We shall cite an example. Suppose we entrust a person with something and ask him to convey it to a particular person. One would ordinarily expect that he would deliver the same thing to its destination. A money order is sent these days through the post offices. We entrust a sum of money to the post office with the request that it should be delivered to a certain person. The common principle of trust demands that the person concerned should convey the same money to the given address. But according to the postal system, the money handed over to it is deposited in the treasury and the man who receives the money order is provided with an equal sum. It is not necessary to dispatch the very same money that the sender of the money order has paid. This is exactly the meaning of istihsan. Even though the current system of delivering the entrusted money is different in a superficial sense from the concept of trust, yet it facilitates the discharge of the trust, without changing the value of the money for the sum to be delivered equal to the sum paid by the sender. Hence the substance of the concept of trust has not been violated.

This applies not only to individual opinion or an Inference but also covers collective opinion. At least the Hanafi school of law accepts that a new consensus can cancel an old consensus. Suppose there is a consensus on a certain issue. We accept its authority but it does not mean that no one can oppose it till eternity. If someone has the courage to oppose it with due respect and reason, and if he can persuade the jurists to accept his point of view, a new consensus comes into being. The new consensus abrogates the old one. This principle has been propounded by the famous Hanafi jurist, Abu al-Yusr al-Bazdawi in his book Usal al-Fiqh (Principles of Jurisprudence). AI-Bazdawl belongs to the fourth and fifth centuries of the Hijrah. This work is a great contribution to Islamic jurisprudence. It is on account of his statement that we can say that consensus cannot become a source of difficulty for us. If a consensus is reached on some issue and it is found subsequently to be unsuitable, the possibility remains that we may change it through reasoning and create a new one cancelling the old consensus.

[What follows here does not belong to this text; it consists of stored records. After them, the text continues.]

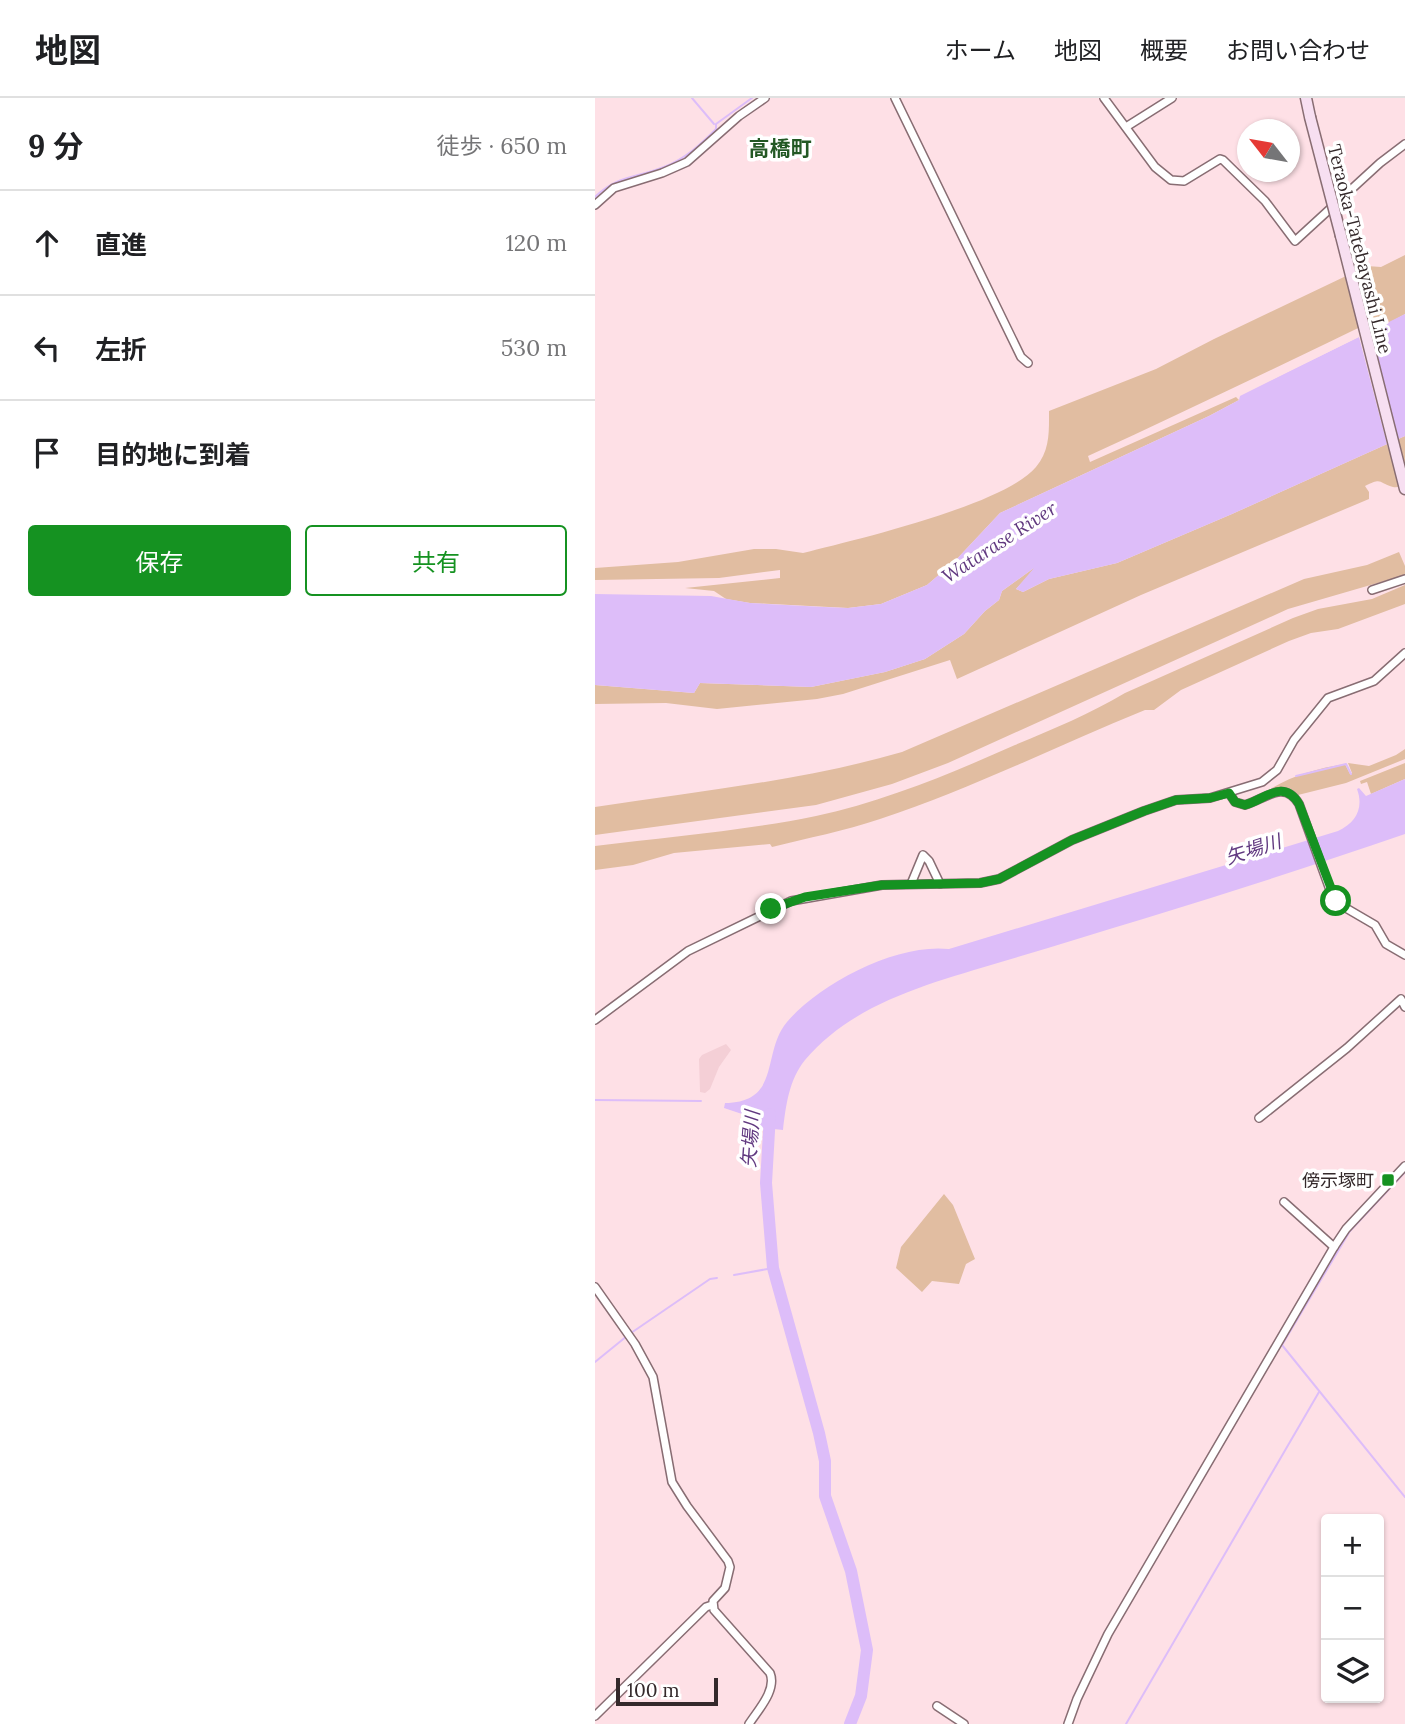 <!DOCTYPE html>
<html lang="ja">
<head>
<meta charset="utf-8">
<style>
	body { margin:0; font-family:Lora,"Noto Sans JP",serif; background:#f2f2f2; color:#202124 }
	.controls { position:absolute; right:21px; bottom:21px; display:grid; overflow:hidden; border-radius:7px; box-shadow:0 2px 5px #0004 }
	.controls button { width:63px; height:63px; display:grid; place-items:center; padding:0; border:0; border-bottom:2px solid #e0e0e0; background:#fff; color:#202124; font:35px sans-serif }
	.compass { position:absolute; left:642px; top:21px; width:63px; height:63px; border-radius:50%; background:#fff; box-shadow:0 2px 5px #0004; rotate:301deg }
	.scale { position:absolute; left:21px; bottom:18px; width:102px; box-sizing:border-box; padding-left:7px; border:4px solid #34292b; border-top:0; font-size:19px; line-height:24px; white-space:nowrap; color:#34292b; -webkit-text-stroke:5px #fff; paint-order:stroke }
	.stop { position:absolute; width:21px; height:21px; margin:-16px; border:5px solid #159221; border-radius:50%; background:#fff }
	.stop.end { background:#159221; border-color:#fff; box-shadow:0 2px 7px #0008 }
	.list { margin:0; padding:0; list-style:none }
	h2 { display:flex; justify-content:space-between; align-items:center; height:91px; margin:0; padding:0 28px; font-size:30px }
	h2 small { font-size:23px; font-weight:400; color:#757577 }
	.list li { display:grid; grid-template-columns:46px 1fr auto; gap:21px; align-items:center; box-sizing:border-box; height:105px; padding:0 28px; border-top:2px solid #e0e0e0 }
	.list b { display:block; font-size:26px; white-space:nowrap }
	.list em { font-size:23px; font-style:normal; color:#757577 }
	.actions { display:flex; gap:14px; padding:21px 28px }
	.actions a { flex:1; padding:16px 0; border:2px solid #159221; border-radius:7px; text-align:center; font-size:24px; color:#159221 }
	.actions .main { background:#159221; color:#fff }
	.icon { flex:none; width:38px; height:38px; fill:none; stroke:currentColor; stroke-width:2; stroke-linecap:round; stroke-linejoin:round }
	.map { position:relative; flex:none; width:810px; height:1626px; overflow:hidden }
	header { display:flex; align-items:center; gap:42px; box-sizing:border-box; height:98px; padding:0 35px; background:#fff; border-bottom:2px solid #e0e0e0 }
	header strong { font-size:33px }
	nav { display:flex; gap:38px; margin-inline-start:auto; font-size:24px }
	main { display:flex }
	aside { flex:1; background:#fff }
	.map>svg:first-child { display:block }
	.built { fill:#f4cfd6 }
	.green { fill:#e1bda1 }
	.water { fill:#ddbdf9 }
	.pier { fill:#fee0e6 }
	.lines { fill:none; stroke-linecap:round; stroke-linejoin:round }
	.stream { stroke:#ddbdf9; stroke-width:2 }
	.river { stroke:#ddbdf9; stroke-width:12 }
	.street-casing { stroke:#886d73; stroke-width:10 }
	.secondary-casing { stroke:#886d73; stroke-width:13 }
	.street { stroke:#fff; stroke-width:7 }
	.secondary { stroke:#f7dff1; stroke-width:10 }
	.secondary-bridge-casing { stroke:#886d73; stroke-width:13; stroke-linecap:butt }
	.secondary-bridge { stroke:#f7dff1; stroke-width:10 }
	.route { stroke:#159221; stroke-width:9 }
	.poi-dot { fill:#159221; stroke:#fff; stroke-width:2.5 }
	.labels { text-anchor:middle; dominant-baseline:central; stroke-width:7; stroke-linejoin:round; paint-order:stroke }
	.street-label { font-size:18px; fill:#34292b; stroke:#fff }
	.poi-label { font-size:18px; fill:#34292b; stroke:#fff; text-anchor:end }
	.water-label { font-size:19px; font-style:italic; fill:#613980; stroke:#fff }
	.quarter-label { font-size:21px; font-weight:bold; fill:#235824; stroke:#fff }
</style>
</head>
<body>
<header>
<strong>地図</strong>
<nav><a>ホーム</a><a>地図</a><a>概要</a><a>お問い合わせ</a></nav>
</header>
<main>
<aside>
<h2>9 分<small>徒歩 · 650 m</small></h2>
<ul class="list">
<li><svg class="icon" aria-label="ahead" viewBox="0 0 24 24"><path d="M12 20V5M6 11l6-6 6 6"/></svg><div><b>直進</b></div><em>120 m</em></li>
<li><svg class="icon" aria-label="left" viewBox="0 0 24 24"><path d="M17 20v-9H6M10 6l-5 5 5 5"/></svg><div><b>左折</b></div><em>530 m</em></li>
<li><svg class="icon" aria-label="arrive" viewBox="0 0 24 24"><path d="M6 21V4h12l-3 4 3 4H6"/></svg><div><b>目的地に到着</b></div></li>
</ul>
<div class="actions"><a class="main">保存</a><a>共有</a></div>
</aside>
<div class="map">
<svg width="810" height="1626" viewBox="0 0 810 1626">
	<rect width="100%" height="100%" fill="#fee0e6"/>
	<path class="built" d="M131 946 136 952 124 969 115 991 110 995 105 994 104 961 107 957Z"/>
	<g class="green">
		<path d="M810 157V216L794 225 790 217C693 264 593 312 493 358L495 364 641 299 644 302 614 318 405 415 359 464 332 487 286 506 253 510 155 505 131 501 119 493 90 490 185 480V472L124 480 0 482V470L83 464 159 451H181L208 455C260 442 409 407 441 369 455 352 454 334 454 313L561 271 619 241 772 168 786 169Z"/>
		<path d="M810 338V388C806 388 802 390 798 389 783 385 788 379 770 388L774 394V401L546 497 362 581 355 562 248 596 222 601 122 611 71 605 0 606V587L99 595 105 585 216 589 290 574 330 561 369 536 390 513 404 502 407 493 443 467 421 491 428 494 454 481 522 465 637 416Z"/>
		<path d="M804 454 810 468V477L693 511 353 665 297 686 221 707 0 737V709C103 693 207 683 307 654L709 481 772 467Z"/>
		<path d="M810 487V506L743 531 716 535 694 543 586 592 559 612H550C462 648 376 691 285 721 249 733 213 740 177 749L175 746 79 755 38 767 0 772V748C73 739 148 733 221 718 290 703 355 676 420 647 458 631 495 616 530 595L698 520 723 511 777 501Z"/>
		<path d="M810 651V661L751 685 703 697 695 690H677C699 677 724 670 750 666L755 676 757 675 753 665 774 668 801 657Z"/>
		<path d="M810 665V681L776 696 772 684 766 686 765 683Z"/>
		<path d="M349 1096 358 1107 380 1161 371 1166 364 1186 337 1183 327 1194 301 1170 306 1149Z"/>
	</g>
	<g class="water">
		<path d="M810 216V338L637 416 522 465 454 481 428 494 421 491 439 470 407 493 404 502 390 513 369 536 330 561 290 574 216 589 105 585 99 595 0 587V496L116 498 155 505 229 509 253 510 286 506 332 487 359 464 405 415 614 318 644 302 645 298Z"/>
		<path d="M810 681V736C723 766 636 794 548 821 501 835 454 850 406 864 337 885 259 904 210 962 194 982 191 1007 188 1032L161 1029 156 1019 129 1010 130 1005C187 1004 166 955 192 924 225 885 302 845 354 851L743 733C761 725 769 710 762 691L764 690 771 698Z"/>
	</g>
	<path class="pier" d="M793 221 794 225 774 235 803 346 793 350 764 239 641 299 644 295Z"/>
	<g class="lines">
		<g class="stream">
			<path d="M97 0 119 26"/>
			<path d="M0 99C22 77 42 80 69 69 90 61 105 47 121 31V26L157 0"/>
			<path d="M701 678 751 666 756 676"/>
			<path d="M0 1002 106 1003"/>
			<path d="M810 1074 755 1133 687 1247 810 1399"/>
			<path d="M139 1177 178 1170"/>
			<path d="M36 1235 115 1181 122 1180"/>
			<path d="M0 1264 32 1238"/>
			<path d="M531 1626 724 1294"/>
		</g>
		<path class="river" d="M175 1016 171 1085 178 1170 224 1335 230 1363V1398L256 1473 272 1552 266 1598 255 1626"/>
		<g class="street-casing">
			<g id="street">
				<path d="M300 0 426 259 433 265"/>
				<path d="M509 0 560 69 576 82 589 83 625 61 628 62 670 103 700 143 785 65 810 46"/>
				<path d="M531 29 577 0"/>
				<path d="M0 107 19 90 67 75 92 64 144 18 170 0"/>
				<path d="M777 492 810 481"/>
				<path d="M634 695 640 704 650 707C670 701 689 681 704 706L738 800 744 806 780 827 791 846 810 857"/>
				<path d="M316 786 328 757 334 763 345 786"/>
				<path d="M0 922 93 853 196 803 287 787 385 785 404 781 477 742 549 713 581 702 615 700 667 684 682 672 699 642 733 600 779 583 810 555"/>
				<path d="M664 1020 752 950 806 901 810 909"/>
				<path d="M689 1104 739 1149"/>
				<path d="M0 1189 40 1246 58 1279 77 1384 92 1408 133 1463 135 1469 130 1490 118 1503 119 1512 175 1575C182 1592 163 1612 154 1626"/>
				<path d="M342 1608 369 1626"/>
				<path d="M0 1618 111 1509 117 1507"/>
				<path d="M473 1626 482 1601 513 1536 739 1149 751 1131 810 1068"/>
			</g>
		</g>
		<g class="secondary-casing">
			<g id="secondary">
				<path d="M711 0 715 19"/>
				<path d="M746 138 810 391"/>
			</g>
		</g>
		<use href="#street" class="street"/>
		<use href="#secondary" class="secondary"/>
		<g class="secondary-bridge-casing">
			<path id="secondary-bridge" d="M715 19 746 138"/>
		</g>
		<use href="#secondary-bridge" class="secondary-bridge"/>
	</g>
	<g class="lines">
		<path class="route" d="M176 811 210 799 287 787 385 785 404 781 477 742 549 713 581 702 615 700 634 695 640 704 650 707C671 701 688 680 704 706L741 803"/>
	</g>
	<rect class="poi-dot" x="786" y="1075" width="14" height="14" rx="3.5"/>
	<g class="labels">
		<g class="street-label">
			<text transform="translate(765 151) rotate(76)">Teraoka-Tatebayashi Line</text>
		</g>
		<g class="poi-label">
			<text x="779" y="1082">傍示塚町</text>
		</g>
		<g class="water-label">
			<text transform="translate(404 444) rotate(-33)">Watarase River</text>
			<text transform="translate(658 751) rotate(-18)">矢場川</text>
			<text transform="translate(155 1041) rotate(-86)">矢場川</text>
		</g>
		<g class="quarter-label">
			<text x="185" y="50">高橋町</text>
		</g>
	</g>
</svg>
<div class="controls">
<button>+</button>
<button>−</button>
<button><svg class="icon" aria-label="layers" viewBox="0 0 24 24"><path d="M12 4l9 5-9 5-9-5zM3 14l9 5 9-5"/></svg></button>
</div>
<svg class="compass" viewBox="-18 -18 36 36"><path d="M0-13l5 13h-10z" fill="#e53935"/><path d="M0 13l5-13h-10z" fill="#757577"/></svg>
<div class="scale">100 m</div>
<div class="stop" style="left:741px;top:803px"></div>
<div class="stop end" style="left:176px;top:811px"></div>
</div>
</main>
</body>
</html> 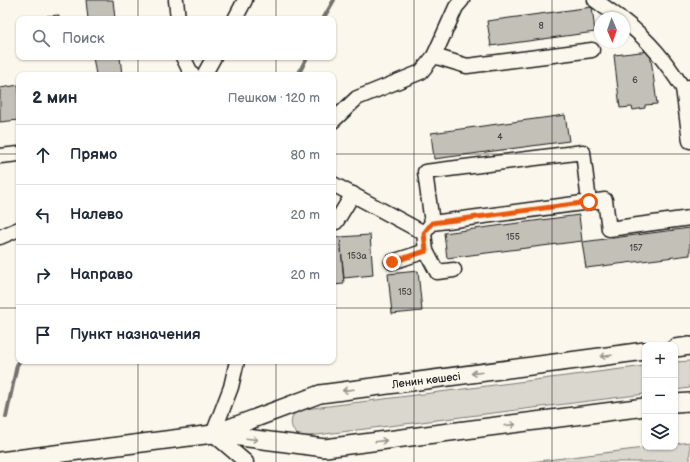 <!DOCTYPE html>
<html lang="ru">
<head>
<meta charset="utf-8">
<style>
  :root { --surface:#fff; --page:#f6f6f7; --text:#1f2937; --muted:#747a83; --line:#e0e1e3 }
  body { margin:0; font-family:"Balsamiq Sans",sans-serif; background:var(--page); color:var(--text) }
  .controls { position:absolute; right:12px; bottom:12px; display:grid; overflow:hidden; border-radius:8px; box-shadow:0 1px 3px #0004 }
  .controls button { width:36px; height:36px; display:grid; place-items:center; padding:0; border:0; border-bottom:1px solid var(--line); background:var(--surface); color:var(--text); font:20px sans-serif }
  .compass { position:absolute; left:594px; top:12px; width:36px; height:36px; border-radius:50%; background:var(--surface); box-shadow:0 1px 3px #0004; rotate:178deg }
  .stop { position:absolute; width:12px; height:12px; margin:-9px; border:3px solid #ea580c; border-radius:50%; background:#fff }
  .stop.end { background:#ea580c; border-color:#fff; box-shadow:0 1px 4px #0008 }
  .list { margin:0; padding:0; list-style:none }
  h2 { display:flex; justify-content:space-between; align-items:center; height:52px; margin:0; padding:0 16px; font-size:17px }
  h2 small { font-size:13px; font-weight:400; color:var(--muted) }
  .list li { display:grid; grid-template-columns:26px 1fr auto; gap:12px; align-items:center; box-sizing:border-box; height:60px; padding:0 16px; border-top:1px solid var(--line) }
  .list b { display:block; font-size:15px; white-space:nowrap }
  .list em { font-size:13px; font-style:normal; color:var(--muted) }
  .icon { flex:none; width:22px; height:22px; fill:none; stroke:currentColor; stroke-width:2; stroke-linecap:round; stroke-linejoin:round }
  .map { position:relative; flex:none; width:690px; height:462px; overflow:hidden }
  .search { position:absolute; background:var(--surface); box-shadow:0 1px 3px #0004; left:16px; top:16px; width:320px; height:44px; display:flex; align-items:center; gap:10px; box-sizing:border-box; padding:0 14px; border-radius:8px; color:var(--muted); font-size:15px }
  .panel { position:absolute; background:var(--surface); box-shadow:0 1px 3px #0004; left:16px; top:72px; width:320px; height:292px; border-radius:8px }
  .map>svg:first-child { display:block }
</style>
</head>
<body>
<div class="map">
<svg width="690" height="462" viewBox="0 0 690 462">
  <rect width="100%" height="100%" fill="#fbf7ec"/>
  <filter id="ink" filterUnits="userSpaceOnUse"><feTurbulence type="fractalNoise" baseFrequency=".025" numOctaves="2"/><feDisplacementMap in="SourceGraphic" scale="8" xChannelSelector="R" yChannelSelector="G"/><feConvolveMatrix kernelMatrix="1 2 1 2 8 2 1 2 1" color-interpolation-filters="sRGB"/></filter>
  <g filter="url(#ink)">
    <g fill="#dad7ce" stroke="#7b7a75">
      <polygon points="690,361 690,388 675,390 675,362"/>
      <path d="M645,366V394L301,437C290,430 288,420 297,410Z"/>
      <polygon points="690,442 690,462 531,462 652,447 675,447 675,444"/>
    </g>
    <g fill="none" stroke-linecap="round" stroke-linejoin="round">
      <g stroke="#74726e" stroke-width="4">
        <polyline points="323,19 334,0"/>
        <polyline points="298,75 307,57"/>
        <polyline points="6,417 17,365 20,361"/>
      </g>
    </g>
    <g fill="#c3c0b8" stroke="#1c1c1c">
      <polygon points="86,0 113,0 115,19 88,19"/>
      <polygon points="592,7 595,32 491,46 487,21"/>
      <polygon points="59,15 59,19 47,19 47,16"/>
      <polygon points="650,51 657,104 645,105 645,108 633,110 632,107 620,108 614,55"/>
      <polygon points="93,57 120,57 122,75 96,75"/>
      <polygon points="19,85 19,120 0,122 0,88"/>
      <polygon points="565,115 569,141 434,159 431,133"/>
      <polygon points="579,215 582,241 447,258 444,233"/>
      <polygon points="690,228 690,255 586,268 582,242"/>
      <polygon points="370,235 373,275 344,278 340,237"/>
      <polygon points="340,237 344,284 333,285 333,238"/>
      <polygon points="418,271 422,311 392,314 388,274"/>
    </g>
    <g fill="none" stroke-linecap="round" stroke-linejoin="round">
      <g stroke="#1c1c1c" stroke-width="17">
        <g id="minor">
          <polyline points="176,0 178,19"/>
          <polyline points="595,0 620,18"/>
          <polyline points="235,19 245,0"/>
          <path d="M624,21C649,40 666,62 683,88"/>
          <polyline points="434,56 467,66 592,50"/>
          <polyline points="183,57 192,75"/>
          <polyline points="204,75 214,57"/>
          <polyline points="690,87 683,88 690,141"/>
          <polyline points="333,121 357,98 421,72 434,56 456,7 462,0"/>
          <polyline points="0,156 19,154"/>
          <polyline points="333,184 424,233 426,251 437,272 454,270"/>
          <polyline points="336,222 353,194"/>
          <polyline points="432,223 425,172 583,152 589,202"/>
          <polyline points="424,233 432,223 605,200 609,229 690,218"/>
          <polyline points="0,237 19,229"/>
          <polyline points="392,262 426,251"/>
          <polyline points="213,434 231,387 237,361"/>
          <polyline points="213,434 246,462"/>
        </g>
      </g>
      <g stroke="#1c1c1c" stroke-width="20">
        <g id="major">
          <polyline points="675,348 690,346"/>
          <polyline points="675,403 690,402"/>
          <polyline points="216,434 325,448 645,407"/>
          <polyline points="0,461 213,434 320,394 645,351"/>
        </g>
      </g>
      <use href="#minor" stroke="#fbf7ec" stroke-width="14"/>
      <use href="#major" stroke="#fbf7ec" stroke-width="17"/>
    </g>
    <defs><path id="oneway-shaft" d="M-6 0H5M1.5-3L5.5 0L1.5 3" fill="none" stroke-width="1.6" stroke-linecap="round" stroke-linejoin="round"/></defs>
    <g stroke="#97948e">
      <use href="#oneway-shaft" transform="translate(606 356) rotate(173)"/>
      <use href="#oneway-shaft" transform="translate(477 373) rotate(173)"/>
      <use href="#oneway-shaft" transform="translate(348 390) rotate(173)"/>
      <use href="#oneway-shaft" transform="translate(510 425) rotate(-7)"/>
      <use href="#oneway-shaft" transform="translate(252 439) rotate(7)"/>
      <use href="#oneway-shaft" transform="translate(381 441) rotate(-7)"/>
    </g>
  </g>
  <g fill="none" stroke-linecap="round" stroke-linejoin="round" filter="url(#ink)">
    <polyline stroke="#ea580c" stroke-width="5" points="392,262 426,251 424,233 432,223 589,202"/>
  </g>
  <path fill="none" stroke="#1c1c1c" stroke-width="1" stroke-opacity="0.55" d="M138,0V19M276,0V19M414,0V462M552,0V462M138,57V75M276,57V75M0,154H19M333,154H690M0,308H19M333,308H690M138,361V462M276,361V462"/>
  <g text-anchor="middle" stroke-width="4" stroke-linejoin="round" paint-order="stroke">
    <g font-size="9" fill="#464543">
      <text x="541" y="29">8</text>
      <text x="635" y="83">6</text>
      <text x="500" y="140">4</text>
      <text x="513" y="240">155</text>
      <text x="636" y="251">157</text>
      <text x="357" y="259">153а</text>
      <text x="405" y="295">153</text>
    </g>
    <g font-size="11" fill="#1c1c1c" stroke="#fbf7ec">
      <text transform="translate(426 380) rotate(-7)" y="4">Ленин көшесі</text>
    </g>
  </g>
</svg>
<div class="controls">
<button>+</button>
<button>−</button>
<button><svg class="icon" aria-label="layers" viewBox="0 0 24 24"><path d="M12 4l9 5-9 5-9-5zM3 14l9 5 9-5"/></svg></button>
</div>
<svg class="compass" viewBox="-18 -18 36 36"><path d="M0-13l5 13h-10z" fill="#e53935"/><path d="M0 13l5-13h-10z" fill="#747a83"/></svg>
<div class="stop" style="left:589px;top:202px"></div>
<div class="stop end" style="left:392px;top:262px"></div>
<div class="search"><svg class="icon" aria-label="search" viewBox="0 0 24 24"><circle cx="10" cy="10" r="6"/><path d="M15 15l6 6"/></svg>Поиск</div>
<section class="panel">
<h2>2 мин<small>Пешком · 120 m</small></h2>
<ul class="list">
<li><svg class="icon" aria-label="ahead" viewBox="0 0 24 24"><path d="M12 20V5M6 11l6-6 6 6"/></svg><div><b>Прямо</b></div><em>80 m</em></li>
<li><svg class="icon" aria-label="left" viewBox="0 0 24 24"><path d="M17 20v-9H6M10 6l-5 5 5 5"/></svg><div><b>Налево</b></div><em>20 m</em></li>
<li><svg class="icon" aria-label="right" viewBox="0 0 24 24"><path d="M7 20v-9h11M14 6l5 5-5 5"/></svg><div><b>Направо</b></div><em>20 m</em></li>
<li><svg class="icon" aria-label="arrive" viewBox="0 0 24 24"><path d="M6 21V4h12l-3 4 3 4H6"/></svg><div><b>Пункт назначения</b></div></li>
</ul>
</section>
</div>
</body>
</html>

The purpose of this brief comment was to underline the fact that Muslim's have codified their law after the demise of the Prophet (peace be upon him) in a manner which has not only preserved it for posterity but has also ensured that it remains practicable through the ages. It is a universally recognised principle that a law Ian be changed either by the Law-maker Himself or an authority higher than His. Anyone of a lower status cannot change the law. If God has given a command, He alone can change it. If a Prophet (peace be upon him) has pronounced a verdict, he or another Prophet can change it and indeed Allah can, but no authority lower than that of a Prophet (e.g. a jurist) can change the taw laid down by a Prophet. The opinion of a jurist can, however, be rejected by another jurist who can offer his own opinion instead.